The result in Table 9 shows that the feature set extracted has the potential for effective feature vector representation of paddy crop and weed images for the classification process.

(1)The two MCSs designed outperformed the single classifier systems. This result indicates that the MCS can help in improving crop and weed classification task and has to be explored with different designs.(2)The MCS designed with calibrated classifiers performed slightly better than the MCS designed with uncalibrated classifiers. Therefore, this study supported the claim made by the [51] that the calibrated classifier does not degrade the performance of the classification task.(3)The misclassification of paddies is found to be more in MCS-1 and it is misclassified as grass. This could be attributed to the fact that features of paddies and grass are more or less the same [52, 53]. Hence, the chances of the true probability values of paddy class (class 2) matching with grass class (class 1) are largely resulting in misclassification. This could be reduced by increasing the number of samples of grass weeds with different growth sizes.(4)Kappa between two MCSs around 0.929 indicates that two MCSs agree with each other greatly.(5)The extracted features are good enough to discriminate paddy crops and weeds. The method is device-independent. This is the first dataset of paddy crops and three types of weeds to the best knowledge of authors.

5. Conclusion

In this study, two MCSs were designed and assessed for the classification of paddy crops and weeds from the digital images. The approach was first to create digital images of paddy crops and weeds from paddy fields using digital cameras, and the Raspberry Pi camera was fixed at different heights from the ground to make the method device-independent. The soil and water background was removed. Texture, color, and shape features were extracted. Two selection-based MCSs were designed, one with calibrated random forest and calibrated SVM classifiers called as MCS-1 and another MCS with uncalibrated random forest classifier and uncalibrated SVM classifier called as MCS-2. MCS-1 and MCS-2 outperformed the single classifier systems. In addition, it was found that the MCS designed with calibrated classifiers performed slightly better than the MCS designed with uncalibrated classifiers. The features extraction and classification process proposed in this research work were applied on a publicly available paddy crop and weed dataset and results obtained are very promising. The study showed that the extracted features are good enough to classify paddy crops and weeds. This work could be used to recommend suitable herbicide for a particular type of weed based on the classification results to avoid broadcast application of the herbicides. This could lead to the reduction of herbicide-resistant weeds, contamination of the groundwater, and other ill effects of overuse of the herbicides.
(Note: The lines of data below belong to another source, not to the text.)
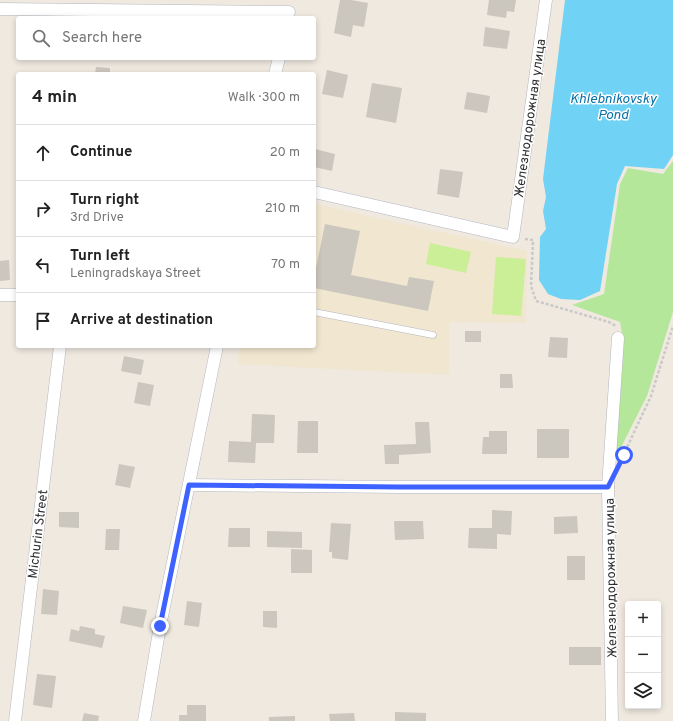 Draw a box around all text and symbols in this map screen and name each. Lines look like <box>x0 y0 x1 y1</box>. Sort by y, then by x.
search box <box>16 16 316 60</box>
icon: search <box>30 27 52 49</box>
text: Search here <box>62 29 142 48</box>
street label: Железнодорожная улица <box>512 38 550 199</box>
text: 4 min <box>32 87 77 109</box>
text: Walk · 300 m <box>228 90 300 106</box>
water label: Khlebnikovsky Pond <box>570 91 657 124</box>
icon: ahead <box>32 142 54 164</box>
text: Continue <box>70 143 132 162</box>
text: 20 m <box>270 145 300 161</box>
text: Turn right <box>70 191 139 210</box>
icon: right <box>32 198 54 220</box>
text: 210 m <box>265 201 300 217</box>
text: 3rd Drive <box>70 210 124 226</box>
text: Turn left <box>70 247 130 266</box>
icon: left <box>32 254 54 276</box>
text: 70 m <box>271 257 300 273</box>
text: Leningradskaya Street <box>70 266 201 282</box>
icon: arrive <box>32 310 54 332</box>
text: Arrive at destination <box>70 311 213 330</box>
route start <box>615 446 633 464</box>
street label: Michurin Street <box>26 489 52 580</box>
street label: Железнодорожная улица <box>603 498 621 658</box>
map controls <box>625 601 661 709</box>
button: + <box>625 601 661 637</box>
route end <box>151 617 169 635</box>
button: − <box>625 637 661 673</box>
button: layers <box>625 673 661 709</box> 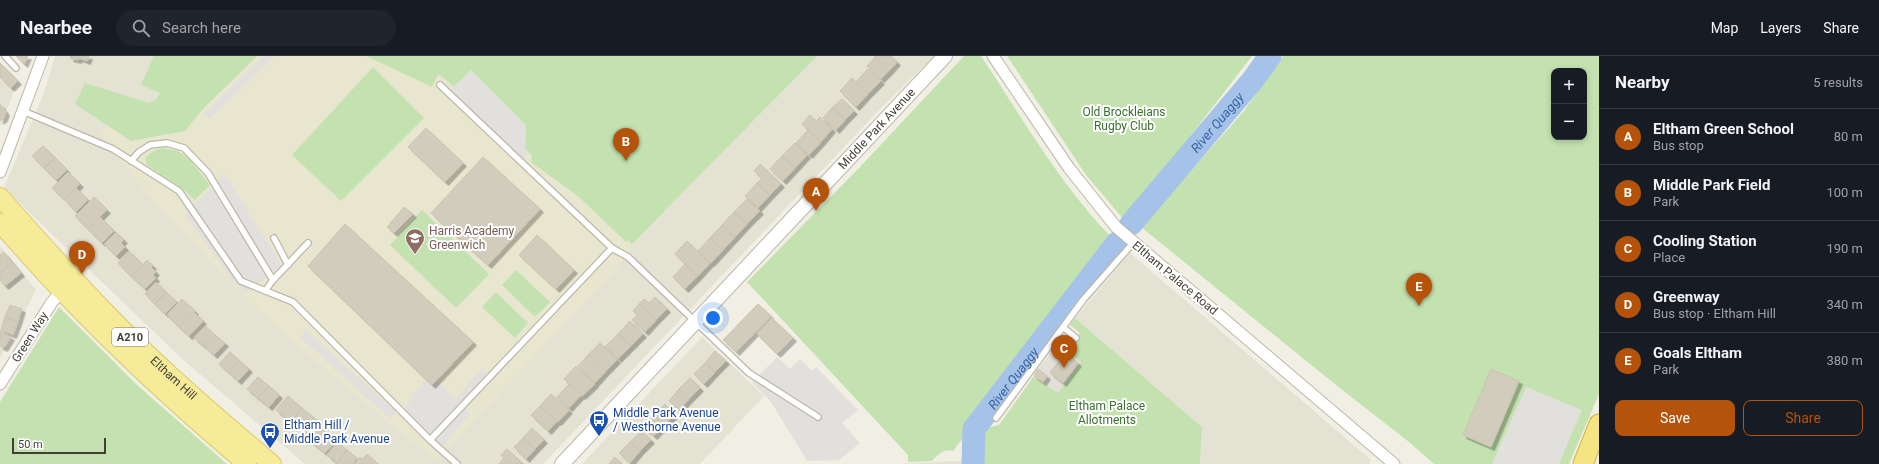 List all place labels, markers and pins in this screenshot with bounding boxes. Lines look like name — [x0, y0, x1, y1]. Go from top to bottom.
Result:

In the next phase of this research, we intend to expand the paddy crop and weed digital image dataset. We intend to design different types of MCSs for the classification of paddy crops and weeds and analyze the performance. In addition, we intend to carry out extended research to develop a general crop and weed discrimination model using a selection based-MCS.

Data Availability

The datasets are not made public yet. However, interested readers can get the sample images upon request from the corresponding author through e-mail: [email protected].

Conflicts of Interest

The authors declare that there are no conflicts of interest regarding this article.